To be fair, WPA3 was better than Wired Equivalent Privacy and the WPA protocols. WPA2 (in use since the mid-2000s) had the four-way handshake which contained a hash of the network password which meant anyone within range of a device connecting to the network could record this handshake.
WPA3’s “Dragonfly” was an overhauled handshake that its architects thought was resistant to the types of password guessing attack. Dragonfly augments the four-way handshake with a Pairwise Master Key that has much more entropy than network passwords. It also had a feature known as forwarding secrecy that protects past sessions against future password compromises.
A research paper titled Dragonblood: A Security Analysis of WPA3’s SAE Handshake disclosed several vulnerabilities in WPA3 that open users to many of the same attacks that threatened WPA2 users.
The researchers warned that some of the flaws are likely to persist for years, particularly in lower-cost devices. They also criticized the WPA3 specification and the process that led to its formalisation by the Wi-Fi Alliance industry group.

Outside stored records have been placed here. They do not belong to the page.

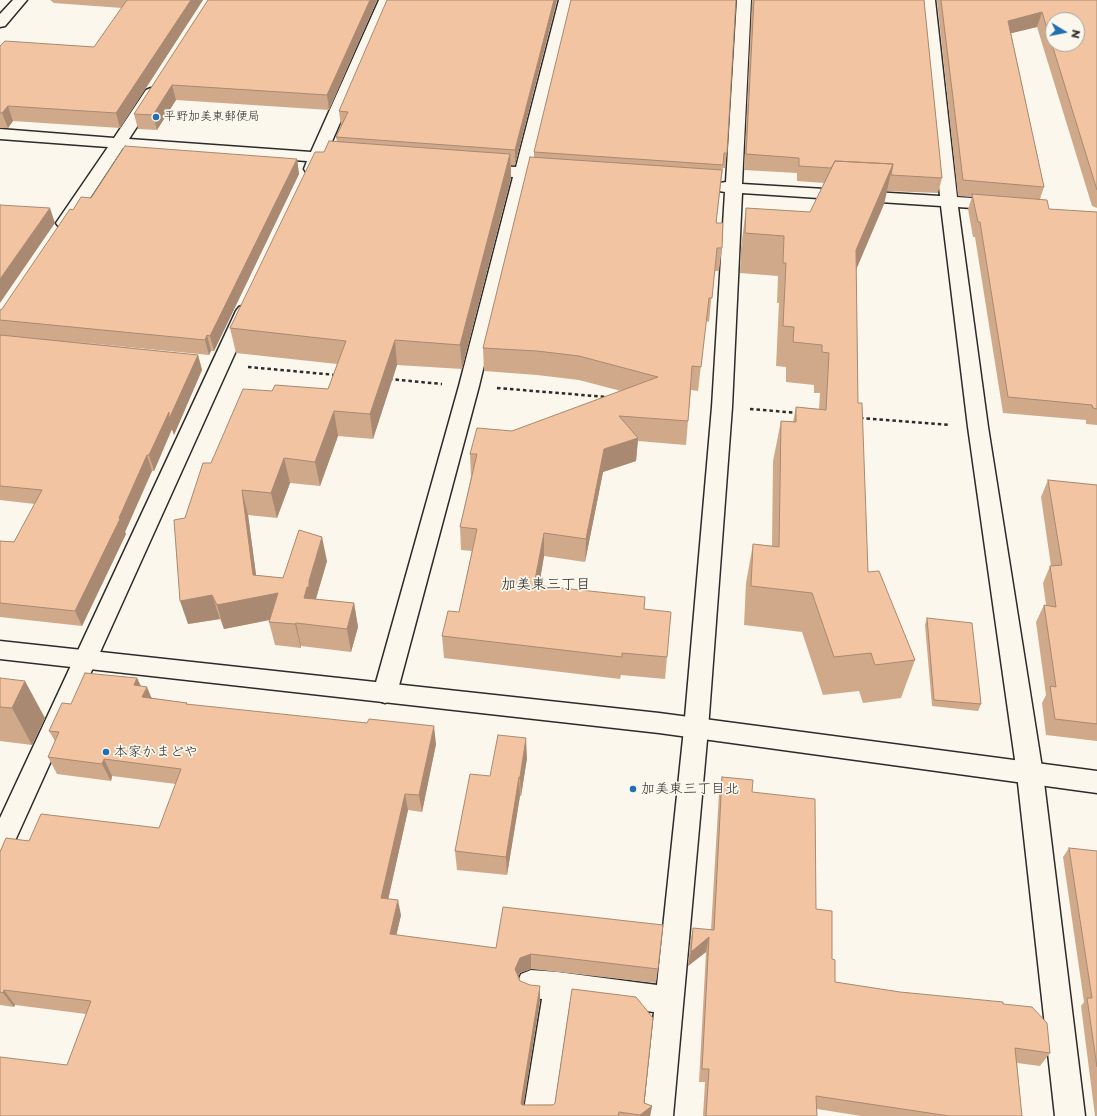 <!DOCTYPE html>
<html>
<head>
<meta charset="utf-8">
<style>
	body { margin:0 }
	#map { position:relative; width:1097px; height:1116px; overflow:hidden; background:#fbf7ec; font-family:"Playpen Sans",sans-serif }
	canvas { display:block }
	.north { position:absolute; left:1045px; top:12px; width:40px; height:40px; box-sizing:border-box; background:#fbf7ec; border:1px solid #a8a59f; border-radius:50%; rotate:100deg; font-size:11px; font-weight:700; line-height:16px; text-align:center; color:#2b2b2b }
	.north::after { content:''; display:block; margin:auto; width:14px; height:18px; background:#1f6fb2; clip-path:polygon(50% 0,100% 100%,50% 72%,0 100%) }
</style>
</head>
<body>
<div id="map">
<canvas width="1097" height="1116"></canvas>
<div class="north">N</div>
</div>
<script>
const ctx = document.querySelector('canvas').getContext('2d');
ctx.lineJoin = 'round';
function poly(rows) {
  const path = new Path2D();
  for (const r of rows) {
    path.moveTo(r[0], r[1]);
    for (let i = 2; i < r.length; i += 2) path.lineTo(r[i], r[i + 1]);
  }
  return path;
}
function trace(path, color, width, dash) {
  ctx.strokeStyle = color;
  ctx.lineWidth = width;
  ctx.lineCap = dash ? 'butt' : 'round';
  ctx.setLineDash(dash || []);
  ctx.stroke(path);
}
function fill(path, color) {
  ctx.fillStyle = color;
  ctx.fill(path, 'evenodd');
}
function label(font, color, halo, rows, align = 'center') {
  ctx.font = font + ' "Playpen Sans","Klee One",sans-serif';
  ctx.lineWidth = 3.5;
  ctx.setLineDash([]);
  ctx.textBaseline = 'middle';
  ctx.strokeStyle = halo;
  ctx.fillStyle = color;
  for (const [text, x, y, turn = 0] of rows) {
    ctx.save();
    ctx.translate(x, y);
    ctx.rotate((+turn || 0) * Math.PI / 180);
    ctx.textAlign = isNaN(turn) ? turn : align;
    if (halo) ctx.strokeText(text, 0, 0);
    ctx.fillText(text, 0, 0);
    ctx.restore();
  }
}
const path = poly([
	[248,367,336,375],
	[389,379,442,384],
	[497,388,607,397],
	[750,409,799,413],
	[860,418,950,425]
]);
const street = poly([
	[379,0,393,0,327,153,348,156,350,159,348,162,342,164,323,162,318,172,312,174,306,172,304,169,307,161,123,148,71,227,65,228,59,227,56,223,108,147,0,139,0,129,114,138,146,90,151,88,156,90,159,93,129,139,311,152,379,0],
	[559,0,573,0,532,169,555,170,561,172,563,175,561,178,555,180,529,178,479,386,397,693,393,700,385,703,377,700,373,693,459,386,513,177,482,175,476,173,474,170,476,167,482,165,516,167,559,0],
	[737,0,751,0,742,184,940,196,921,0,935,0,957,197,1000,200,1006,201,1008,205,1006,209,1000,210,958,207,988,427,1043,774,1085,1116,1055,1116,1017,774,968,427,941,206,742,193,732,407,708,729,673,1116,643,1116,654,1012,570,1002,553,1116,523,1116,542,999,531,998,521,994,517,984,521,974,531,970,558,972,657,985,684,729,712,407,725,192,713,190,711,187,713,184,726,182,737,0],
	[245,305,251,307,254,311,9,854,0,858,0,818,236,311,239,307,245,305]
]);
const secondary = poly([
	[13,0,27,0,5,26,0,27,0,14,13,0],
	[0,641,659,713,1097,771,1097,793,659,733,0,659,0,641]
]);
const wall = poly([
	[50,0,203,0,120,128,13,121,8,128,0,128,0,46,94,47,122,8,54,3],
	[208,0,377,0,329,110,176,100,157,130,138,129,134,114],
	[557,0,515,165,511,165,511,178,462,369,397,365,373,439,338,436,320,486,290,483,277,518,248,515,256,575,283,578,327,561,316,599,354,603,358,627,351,652,301,646,301,648,275,645,269,622,270,620,224,629,220,619,188,624,185,518,211,463,272,391,328,389,337,364,236,353,230,328,324,152,337,142,336,137,342,126,341,126,339,111],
	[752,0,924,0,942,178,938,193,887,191,884,204,856,270,858,403,868,572,915,660,901,698,863,703,859,691,823,695,802,632,744,625,746,583,753,544,772,546,773,461,781,421,793,422,796,407,819,409,820,393,814,393,814,385,786,382,786,367,776,366,779,303,777,303,778,276,740,273,741,248,746,208,810,212,824,183,797,181,797,173,744,170],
	[937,0,1097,0,1097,208,1092,206,1037,27,1011,33,1044,187,1040,199,1049,209,1097,212,1097,425,1086,424,1086,420,1003,413,975,237,973,237,968,209,972,197,958,196],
	[534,152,727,153,725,168,723,168,716,223,722,248,719,271,714,271,709,322,706,321,698,391,691,390,688,421,686,445,638,441,636,461,603,472,585,562,544,556,539,586,644,610,667,657,665,679,621,675,620,679,444,658,442,636,459,612,472,551,461,550,460,527,471,477,470,454,512,431,621,391,579,380,537,375,484,371,483,348,534,157],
	[297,159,299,174,214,351,211,351,209,355,66,341,198,355,202,370,174,435,172,429,154,471,152,471,125,532,126,534,82,626,0,617,0,541,14,542,35,504,0,500,0,310,2,309,73,210,91,198],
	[1048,480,1097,485,1097,741,1046,735,1042,703,1046,695,1036,622,1044,605,1046,605,1043,583,1050,566,1051,566,1041,497],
	[927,618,981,704,978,711,932,706,925,625],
	[0,678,45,718,32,745,0,741],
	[137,678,141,686,152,698,187,703,187,704,436,744,422,812,408,810,388,899,401,915,396,935,658,969,656,983,531,969,520,973,518,977,520,981,540,1000,523,1105,644,1103,652,1106,650,1116,0,1116,67,1065,86,1014,15,1005,14,1007,0,1005,0,852,29,841,159,828,176,784,112,776,111,781,57,774,48,757,55,741,49,731,71,704],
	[527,758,521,796,520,796,507,875,457,870,455,851,490,776],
	[722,777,752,792,816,909,832,959,835,982,900,992,1003,1004,1050,1053,1040,1066,1017,1063,1022,1116,861,1116,817,1109,817,1116,703,1116,705,1082,699,1082,706,952,688,966,690,943,693,928,711,930,719,793],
	[1069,848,1097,851,1097,1116,1095,1116,1081,1006,1084,1002,1063,857]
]);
const shadedWall = poly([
	[191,0,203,0,120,128,116,113],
	[370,0,377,0,329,110,327,95],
	[554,0,557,0,515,165,515,150],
	[1042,12,1037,27,1004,35,1008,21],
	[172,85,176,100,157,130,153,115],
	[8,106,13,121,8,128,2,113],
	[510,154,511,178,462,369,460,345],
	[297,159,299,174,214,351,210,336],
	[893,164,884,204,847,291,856,250],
	[50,208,55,223,0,303,0,279],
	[207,335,211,351,209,355,205,340],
	[395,340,397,365,373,439,370,414],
	[198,355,202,370,174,435,172,429,154,471,149,455,169,412],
	[334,411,338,436,320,486,315,462],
	[638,438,636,461,603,472,585,562,586,539,604,449],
	[147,455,152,471,125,532,126,534,82,626,75,611,119,518],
	[284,458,290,483,277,518,271,493],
	[242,490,248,515,259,597,278,593,284,617,224,629,217,605,253,575],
	[544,533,544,556,535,608,534,585],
	[322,537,327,561,314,605,304,598],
	[212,595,220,619,188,624,180,601],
	[354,603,358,627,351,652,347,629],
	[296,623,301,646,301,648,295,624],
	[137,678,144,694,147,687,154,704,142,703,134,685],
	[25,681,45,718,32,745,12,708],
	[434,726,436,744,422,812,419,795],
	[526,738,527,758,521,796,520,777],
	[104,759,112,776,111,781,102,764],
	[519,777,520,796,507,875,506,857],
	[405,794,408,810,385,914,381,898],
	[398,900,401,915,393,950,390,934],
	[709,937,706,952,688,966,691,952],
	[531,954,531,969,520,973,516,983,515,969,520,958],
	[540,986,540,1000,522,1116,521,1103],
	[4,990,15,1005,14,1007,3,993],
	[652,1106,650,1116,640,1116,640,1115]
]);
const building = poly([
	[127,0,191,0,116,113,8,106,2,113,0,113,0,46,5,41,94,47,127,0],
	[208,0,370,0,327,95,172,85,153,115,134,114,208,0],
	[387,0,554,0,515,150,336,137,348,112,339,111,387,0],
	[571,0,736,0,727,153,724,153,723,165,534,152,571,0],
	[754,0,924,0,942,178,891,175,893,164,835,161,831,168,799,166,799,158,746,154,754,0],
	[941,0,1097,0,1097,190,1042,12,1008,21,1044,187,963,180,941,0],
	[1053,20,1077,20,1077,44,1053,44,1053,20],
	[329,141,510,154,460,345,395,340,370,414,334,411,315,462,284,458,271,493,242,490,253,575,283,578,299,530,322,537,309,581,309,587,307,587,304,598,354,603,347,629,296,623,295,624,269,622,278,593,217,605,212,595,180,601,174,520,185,518,203,463,211,463,243,389,272,391,275,385,328,389,346,341,230,328,315,152,324,152,329,141],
	[125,146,297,159,210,336,207,335,205,340,0,320,0,310,2,309,70,209,73,210,81,197,91,198,125,146],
	[530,157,722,170,716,223,723,223,722,248,717,248,712,298,709,298,701,367,692,366,688,421,619,416,638,438,604,449,586,539,544,533,534,585,645,597,644,609,671,612,667,657,622,653,622,657,442,636,448,611,459,612,477,529,460,527,477,454,470,454,477,428,512,431,658,377,579,356,537,351,483,348,530,157],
	[835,161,893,164,856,250,858,403,862,403,868,572,879,571,915,660,875,665,871,653,834,657,812,593,751,586,753,544,779,547,781,421,796,422,796,407,826,410,829,353,822,352,822,345,793,342,794,327,783,326,786,263,783,263,784,236,745,233,746,208,810,212,835,161],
	[972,194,1047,200,1049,209,1097,212,1097,409,1093,408,1092,405,1008,397,980,222,978,222,972,194],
	[0,205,50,208,0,279,0,205],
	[0,335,198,355,169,419,169,412,149,455,147,455,119,518,120,519,75,611,0,603,0,541,14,542,42,490,0,486,0,335],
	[1048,480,1097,485,1097,724,1055,719,1050,686,1056,687,1044,605,1056,607,1050,566,1062,565,1048,480],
	[927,618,972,623,981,704,934,700,927,618],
	[85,673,137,678,134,685,147,687,142,697,187,703,186,704,367,723,369,719,434,726,419,795,405,794,381,898,398,900,390,934,496,948,503,907,663,925,658,969,531,954,520,958,515,969,520,981,530,985,540,986,521,1103,522,1105,553,1105,555,1103,572,989,636,997,653,1018,644,1103,652,1106,640,1115,619,1112,618,1116,0,1116,0,1057,67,1065,91,1001,4,990,3,993,0,992,0,852,6,838,29,841,41,814,159,828,181,769,104,759,102,764,48,757,59,732,49,731,62,703,71,704,85,673],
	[0,678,25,681,12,708,0,707,0,678],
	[498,735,526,738,520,777,519,777,506,857,455,851,470,774,490,776,498,735],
	[722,777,753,780,752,792,815,799,816,909,832,911,832,959,835,960,835,982,900,992,1003,1002,1003,1004,1032,1007,1047,1023,1050,1053,1015,1048,1022,1116,949,1116,816,1096,817,1116,706,1116,709,1069,702,1069,709,937,691,952,693,928,714,930,722,777],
	[1069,848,1097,851,1097,1067,1087,998,1092,998,1069,848]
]);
const markers = [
	[156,117,4,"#1f6fb2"],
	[106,752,4,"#1f6fb2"],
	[633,789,4,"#1f6fb2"]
];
const farPoinames = [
	["平野加美東郵便局",164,117]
];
const poiNames = [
	["本家かまどや",114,752],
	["加美東三丁目北",641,789]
];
const neighbourhoodNames = [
	["加美東三丁目",546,585]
];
trace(street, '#2b2b2b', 3);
trace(secondary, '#2b2b2b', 3);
trace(path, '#2b2b2b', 2.5, [3.5, 3]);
fill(street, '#fbf7ec');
fill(secondary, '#fbf7ec');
fill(wall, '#d0a98a');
fill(shadedWall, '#a98971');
fill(building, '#f2c4a1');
trace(building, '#a98971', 1);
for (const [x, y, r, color] of markers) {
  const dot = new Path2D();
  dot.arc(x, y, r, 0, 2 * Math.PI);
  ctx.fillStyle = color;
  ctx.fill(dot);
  trace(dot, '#fbf7ec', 1.5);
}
label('12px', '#2b2b2b', '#fbf7ec', farPoinames, 'left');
label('14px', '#2b2b2b', '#fbf7ec', poiNames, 'left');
label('15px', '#2b2b2b', '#fbf7ec', neighbourhoodNames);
</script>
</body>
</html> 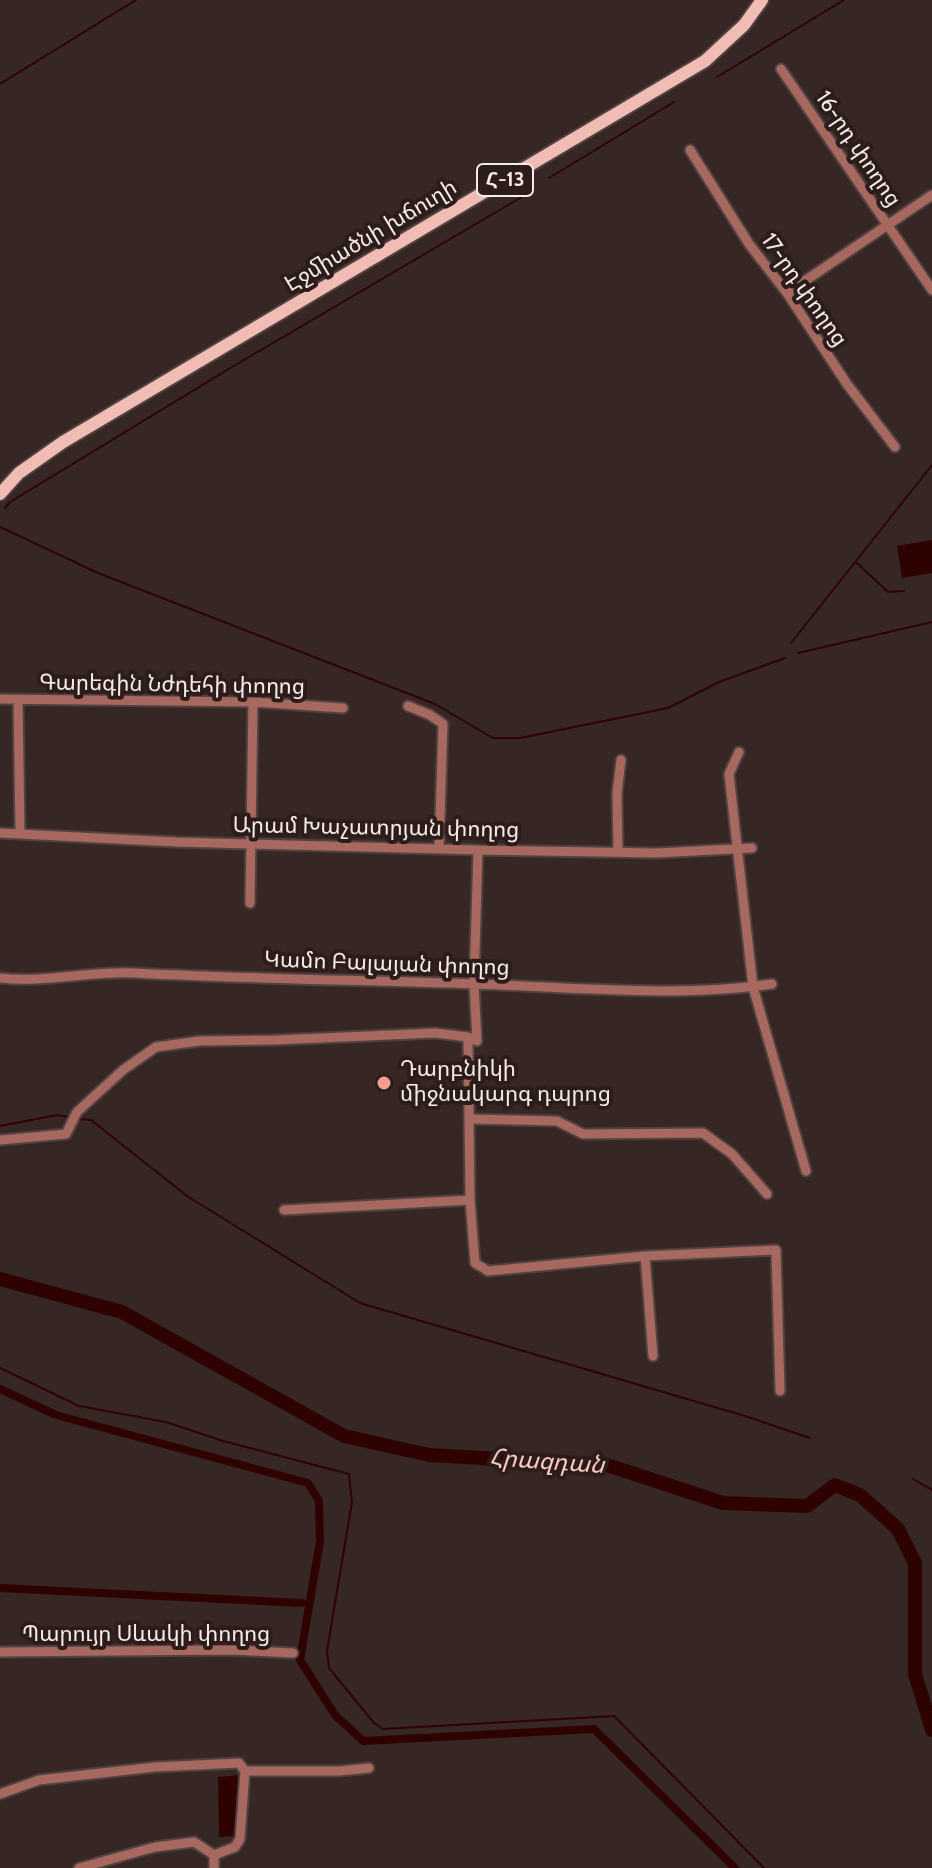 <!DOCTYPE html>
<html>
<head>
<meta charset="utf-8">
<style>
  body { margin:0 }
  canvas { display:block; background:#362725 }
</style>
</head>
<body>
<canvas width="932" height="1868"></canvas>
<script>
const ctx = document.querySelector('canvas').getContext('2d');
ctx.lineJoin = 'round';
function fill(path, color) {
  ctx.fillStyle = color;
  ctx.fill(path, 'evenodd');
}
function stroke(path, color, width, dash) {
  ctx.strokeStyle = color;
  ctx.lineWidth = width;
  ctx.lineCap = dash ? 'butt' : 'round';
  ctx.setLineDash(dash || []);
  ctx.stroke(path);
}
function label(font, color, halo, rows, align = 'center') {
  ctx.font = font + ' Cabin,"Noto Sans Armenian",sans-serif';
  ctx.lineWidth = 8;
  ctx.setLineDash([]);
  ctx.textBaseline = 'middle';
  ctx.strokeStyle = halo;
  ctx.fillStyle = color;
  for (const [text, x, y, turn = 0] of rows) {
    ctx.save();
    ctx.translate(x, y);
    ctx.rotate((+turn || 0) * Math.PI / 180);
    ctx.textAlign = isNaN(turn) ? turn : align;
    if (halo) ctx.strokeText(text, 0, 0);
    ctx.fillText(text, 0, 0);
    ctx.restore();
  }
}
const water = new Path2D(`
  M932,540v33l-30,5 -5,-32z
  M239,1775l-4,61 -16,1 -1,-60z`);
const stream = new Path2D(`
  M717,77l127,-77
  M0,84l136,-84
  M549,178l125,-76
  M5,508l5,-6 222,-135 300,-176
  M0,527l98,46 337,131 58,34h27l148,-30 51,-26 66,-24
  M857,563l31,29 16,-1
  M791,643l141,-178
  M798,653l134,-31
  M80,1119l11,1 96,76 173,107 385,113 65,22
  M0,1126l57,-11 12,2
  M0,1368l79,38 87,16 57,19 126,33 3,28 -25,149 2,17 45,55 9,6 231,-13 150,152
  M913,1479l19,11`);
const canal = new Path2D(`
  M0,1389l56,26 252,68 11,18 1,40 -20,119 35,55 28,26 231,-12 141,139
  M0,1588l302,15`);
const river = new Path2D(`
  M0,1279l122,33 222,124 85,19 178,10 116,38 84,3 28,-21 25,10 38,34 17,34v111l17,56`);
const minor = new Path2D(`
  M781,69l151,221
  M690,150l59,94 38,49 60,91 48,63
  M787,293l145,-98
  M0,699l253,3 90,6
  M18,700l2,133
  M408,706l22,9 13,9 -4,125
  M739,752l-10,22 24,213 53,184
  M0,833l176,9 302,8 178,3 96,-5
  M618,851l-1,-58 4,-33
  M250,903l3,-201
  M0,978c44,5 89,-7 134,-5 113,6 227,7 340,11 99,3 200,14 298,0
  M468,1037l9,4 -3,-57 4,-134
  M471,1119l86,2 26,13 120,-1 29,21 35,40
  M0,1140l66,-6 11,-22 46,-42 33,-23 43,-6 76,-1 160,-7 33,4 2,163 5,63 13,8 157,-15 131,-6 4,141
  M284,1210l186,-10
  M645,1256l8,100
  M0,1652l232,-2 61,3
  M245,1771h94l30,-3
  M0,1794l39,-14 116,-13 84,-4 6,8
  M79,1868l76,-21 39,-5 20,13
  M214,1868v-13l21,-8 5,-8 5,-68`);
const major = new Path2D(`
  M0,494l19,-21 44,-31 642,-381 39,-36 18,-25`);
const markers = [
  [384,1083,8,"#f59d8f"]
];
const shields = [
  [505,180,56]
];
const shieldNames = [
  ["Հ-13",505,180]
];
const streetNames = [
  ["16-րդ փողոց",858,149,56],
  ["Էջմիածնի խճուղի",371,236,-31],
  ["17-րդ փողոց",804,290,55],
  ["Գարեգին Նժդեհի փողոց",172,685,1],
  ["Արամ Խաչատրյան փողոց",376,828,1],
  ["Կամո Բալայան փողոց",387,964,2],
  ["Պարույր Սևակի փողոց",146,1635]
];
const poiNames = [
  ["Դարբնիկի",400,1070],
  ["միջնակարգ դպրոց",400,1095]
];
const waterNames = [
  ["Հրազդան",547,1462,4]
];
fill(water, '#2e0201');
stroke(stream, '#2e0201', 2);
stroke(canal, '#2e0201', 8);
stroke(river, '#2e0201', 14);
stroke(minor, '#514240', 13);
stroke(major, '#514240', 16);
stroke(minor, '#a6685f', 9);
stroke(major, '#f1bcb4', 12);
for (const [x, y, r, color] of markers) {
  const dot = new Path2D();
  dot.arc(x, y, r, 0, 2 * Math.PI);
  ctx.fillStyle = color;
  ctx.fill(dot);
  stroke(dot, '#2c1d1b', 3);
}
for (const [x, y, w] of shields) {
  const box = new Path2D();
  box.roundRect(x - w / 2, y - 16, w, 32, 6);
  ctx.fillStyle = '#2c1d1b';
  ctx.fill(box);
  stroke(box, '#f4eae8', 2);
}
label('bold 20px', '#f4eae8', null, shieldNames);
label('22px', '#f4eae8', '#2c1d1b', streetNames);
label('22px', '#f4eae8', '#2c1d1b', poiNames, 'left');
label('italic 24px', '#fec9c1', '#2c1d1b', waterNames);
</script>
</body>
</html>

Mathy Vanhoef of New York University said in the report that WPA3 does not meet the standards of a modern security protocol,. Moreover, we believe that our attacks could have been avoided if the Wi-Fi Alliance created the WPA3 certification in a more open manner.
Had the alliance heeded a recommendation made early in the process to move away from so-called hash-to-group and hash-to-curve password encoding, most of the Dragonblood proof-of-concept exploits wouldn't have worked.
“Now that the Dragonfly is finished, the only option is to mitigate the damage using countermeasures that at best will be "non-trivial" to carry out and may be impossible on resource-constrained devices”, the report said.
Writing in their bog, the researchers warned their exploits also work against networks using the Extensible Authentication Protocol. Attackers can exploit the vulnerabilities to recover user passwords when the EAP-pwd option is used.
They also discovered serious bugs that allow an adversary to impersonate any user, and thereby access the Wi-Fi network, without knowing the user’s password. Although we believe that EAP-pwd is used fairly infrequently, this still poses serious risks for many users, and illustrates the risks of incorrectly implementing Dragonfly. Enterprise networks that don't use EAP-pwd aren't vulnerable to any of the attacks described in the paper.